Habiba (4)

Cette histoire a commencé là : http://www.amotsdelies.com/blog/2013/08/habiba-1

Hommes en train de discuter

Les discussions avec les clients se mettent à lui peser. Quel plaisir peut-on trouver à répéter toujours les mêmes choses, à répondre aux mêmes arguments ? Les sourires, trop mielleux, n’arrivent plus à cacher leur perfidie. À moins que son œil ne soit devenu plus acéré ?

Même le thé de la vieille Fatima ne semble plus avoir le même goût. Lorsqu’il rentre chez lui après sa journée au magasin, Sidi Fayad ne le savoure plus avec la même satisfaction.

Le poids des ans se fait sentir.

Pour sa femme non plus, Sidi Fayad n’a plus d’énergie. Allah sait pourtant qu’elle a toujours la peau aussi douce et fraîche… mais c’est comme si un voile de fatigue s’était déposé sur la maison. Tout s’y fait au ralenti.

 

Quand le maître de maison est au magasin, Fatima et Habiba passent de longues heures ensemble. Elles sont loin d’avoir le même âge, mais elles partagent tellement de choses… à commencer par le fait de ne vivre que pour Sidi Fayad !

Sa jeune épouse aime particulièrement l’après-midi, quand la bonne la fait s’asseoir sur une chaise, dans la cour, face à la fontaine, et lui peigne ses longs cheveux.

Fatima a toujours des tas d’histoires à raconter : elle est dans la famille depuis tellement longtemps ! Elle a commencé à travailler dans la maison peu de temps après le mariage des parents de Fayad, alors que, se retrouvant veuve et sans un sou, elle avait dû quitter son village.

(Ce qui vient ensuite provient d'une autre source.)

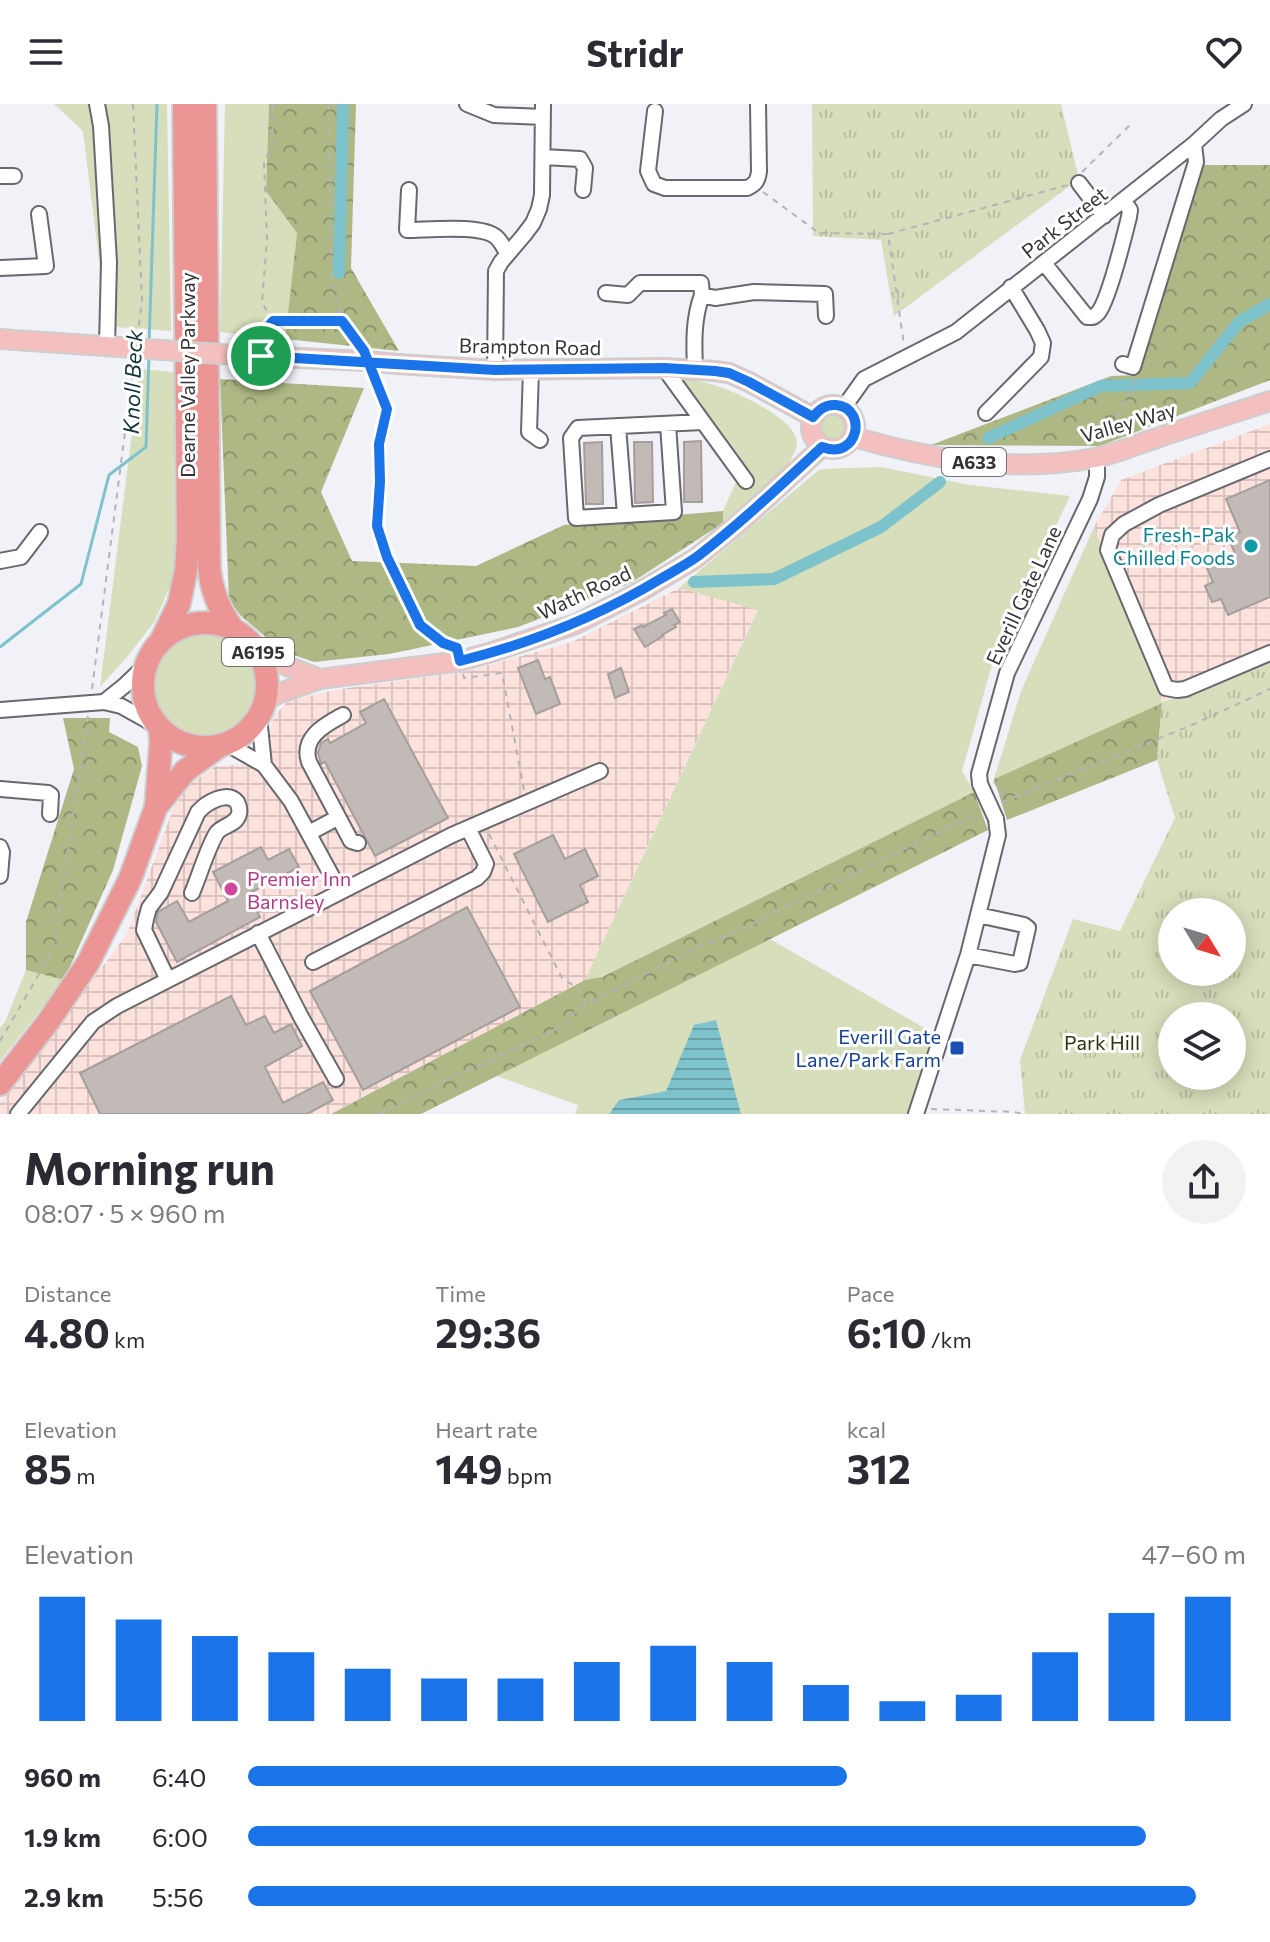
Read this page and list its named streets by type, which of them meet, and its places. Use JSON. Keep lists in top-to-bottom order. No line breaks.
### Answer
{"streets":{"highway":["Dearne Valley Parkway","A6195"],"main road":["Brampton Road","Valley Way","A633","Wath Road"],"street":["Park Street","Everill Gate Lane"]},"crossings":[["Brampton Road","Valley Way"],["Brampton Road","Wath Road"],["Dearne Valley Parkway","Wath Road"],["Dearne Valley Parkway","A6195"],["Valley Way","Wath Road"],["Valley Way","Everill Gate Lane"],["Wath Road","A6195"]],"water":["Knoll Beck"],"parks":["Park Hill"],"places":{"other":["Fresh-Pak Chilled Foods","Premier Inn Barnsley"],"transit":["Everill Gate Lane/Park Farm"]},"north":"bottom right","page":{"header":"Stridr","heading":["Morning run","08:07 · 5 × 960 m"],"stats":[["Distance","4.80 km"],["Time","29:36"],["Pace","6:10 /km"],["Elevation","85 m"],["Heart rate","149 bpm"],["kcal","312"]],"chart":["Elevation","47–60 m"],"list":[{"name":"960 m","note":"6:40"},{"name":"1.9 km","note":"6:00"},{"name":"2.9 km","note":"5:56"}]}}
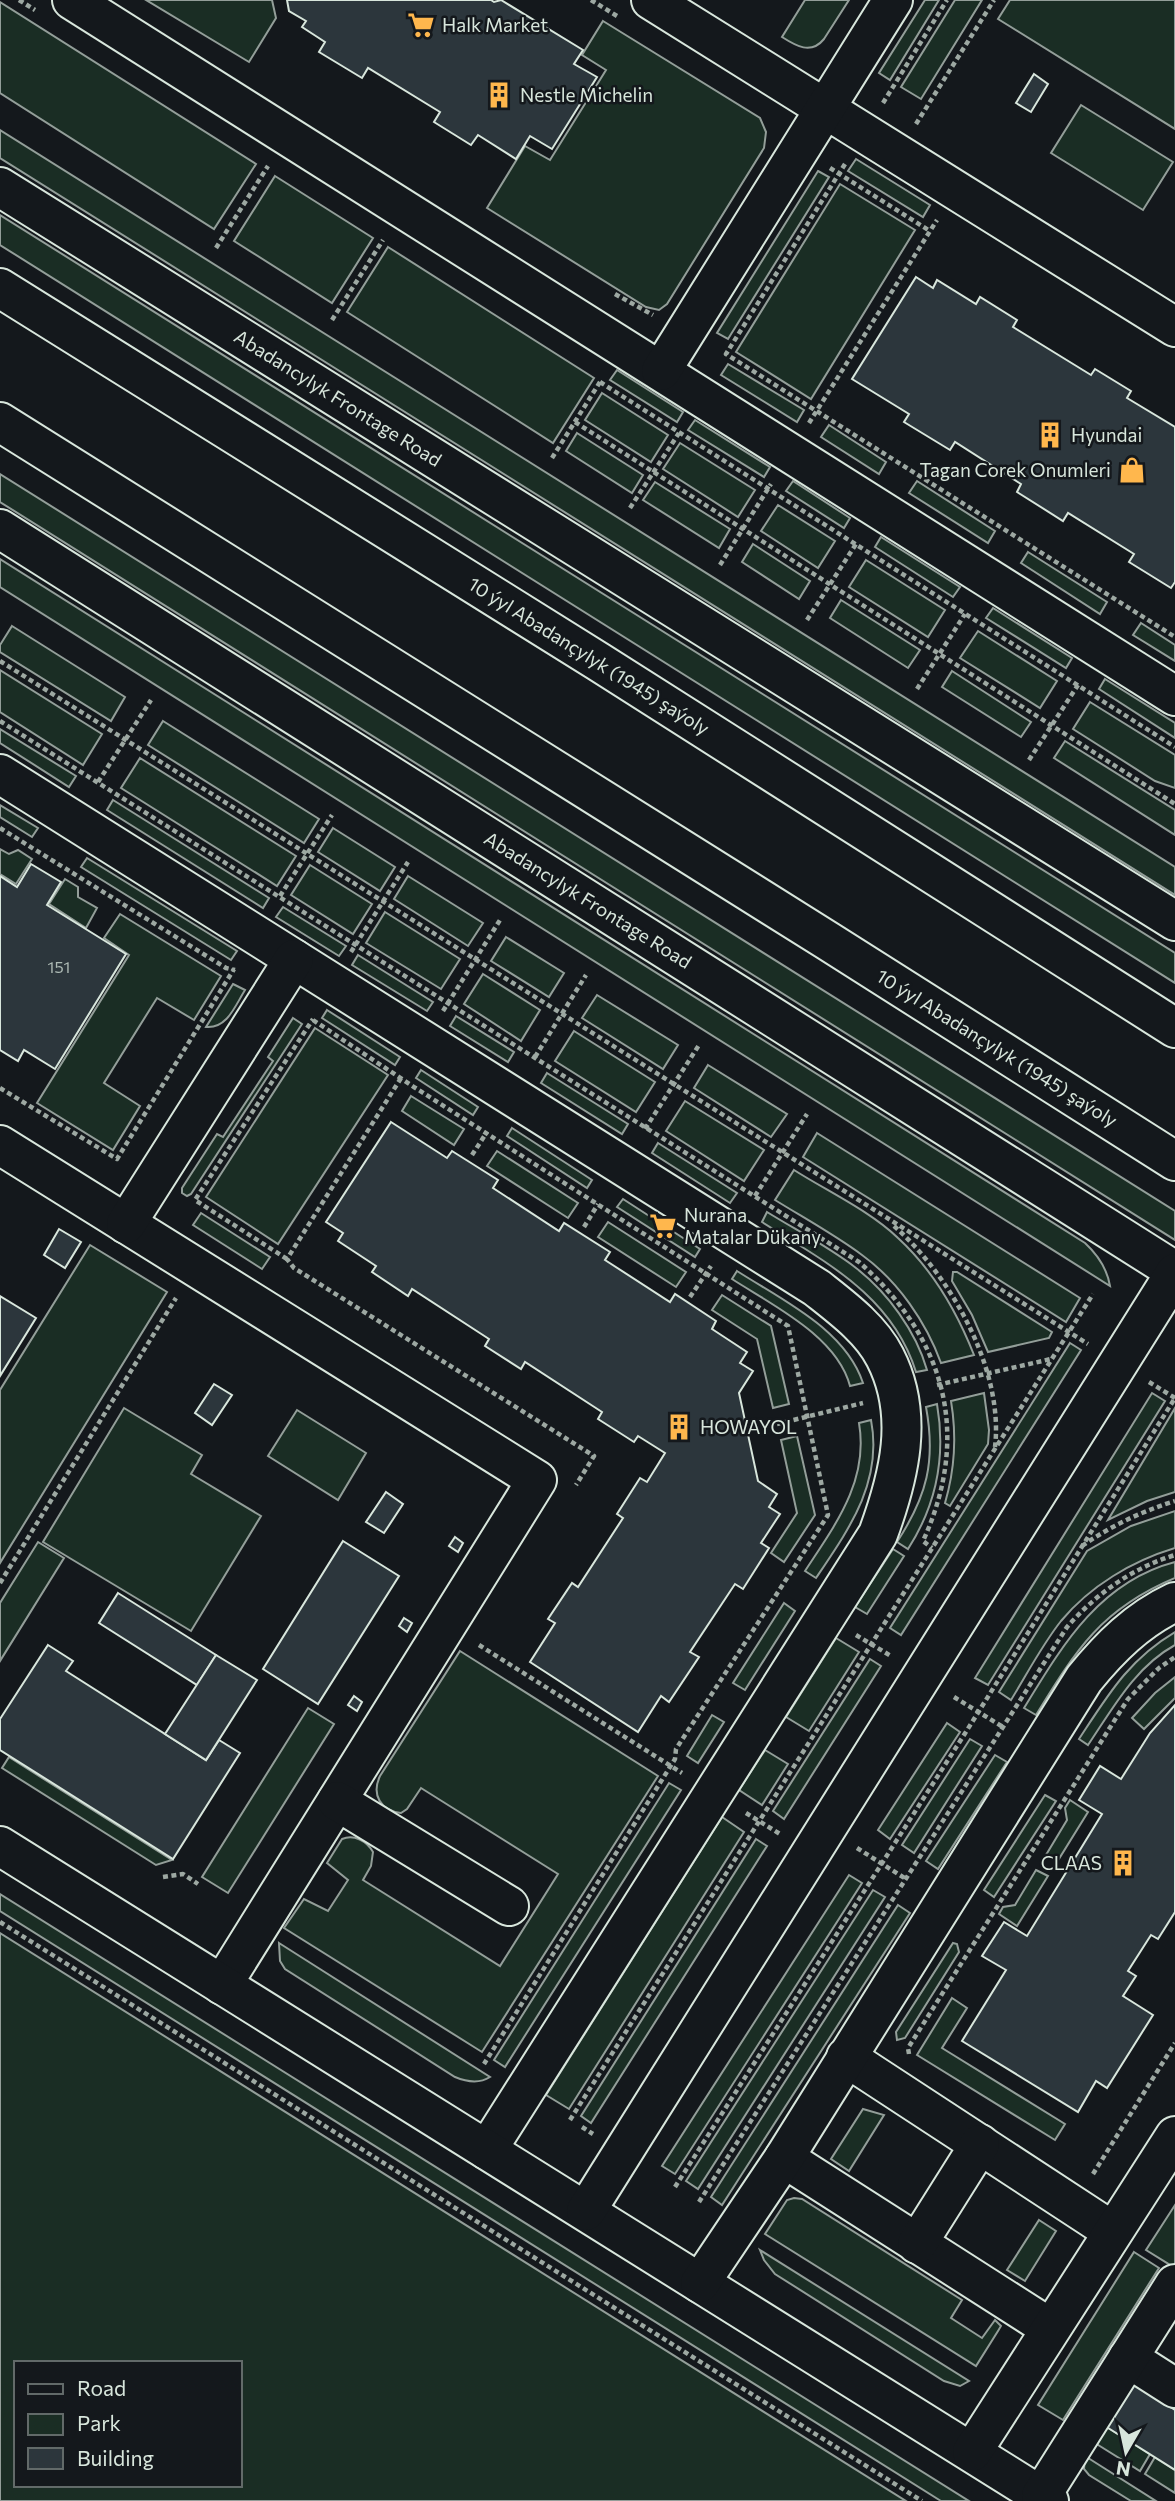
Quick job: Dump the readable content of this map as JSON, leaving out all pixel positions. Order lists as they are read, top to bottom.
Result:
{
  "streets": {
    "street": ["Abadancylyk Frontage Road", "10 ýyl Abadançylyk (1945) şaýoly"]
  },
  "places": {
    "supermarket": ["Halk Market", "Nurana Matalar Dükany"],
    "building": [
      "Nestle Michelin",
      "Hyundai",
      "HOWAYOL",
      "CLAAS"
    ],
    "shop": ["Tagan Corek Onumleri"]
  },
  "house_numbers": ["151"],
  "legend": ["Road", "Park", "Building"],
  "north": "bottom"
}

« Sidi Fayad a été le premier fils de la famille. »

Le seul, en fait. Avant lui, trois filles étaient nées. Or les filles sont toujours une charge. On les élève pour rien : elles n’assurent pas vos vieux jours…

Après Fayad, le père n’avait pas eu plus de chance : deux nouvelles filles étaient venues alourdir son fardeau. Heureusement, elles n’ont pas survécu.

De cela, Fatima n’aime pas trop parler. Elle préfère raconter les premiers pas de Sidi Fayad. Sa façon de se relever sans un cri, même lorsqu’il tombait du haut du mur. La fierté de sa mère devant le sens du marchandage inné de son fils…

« Raconte encore ! »

Habiba ne se lasse jamais.

 

De temps en temps, la jeune fille repense à sa vie d’avant. À ses amies d’alors. Que sont-elles devenues ? Depuis son mariage, elle ne les voit plus.

Elle-même aimait lire. Elle a pratiquement dû y renoncer : Sidi Fayad n’a pas de livres, ou si peu. Alors au lieu de lire, elle écoute Fatima.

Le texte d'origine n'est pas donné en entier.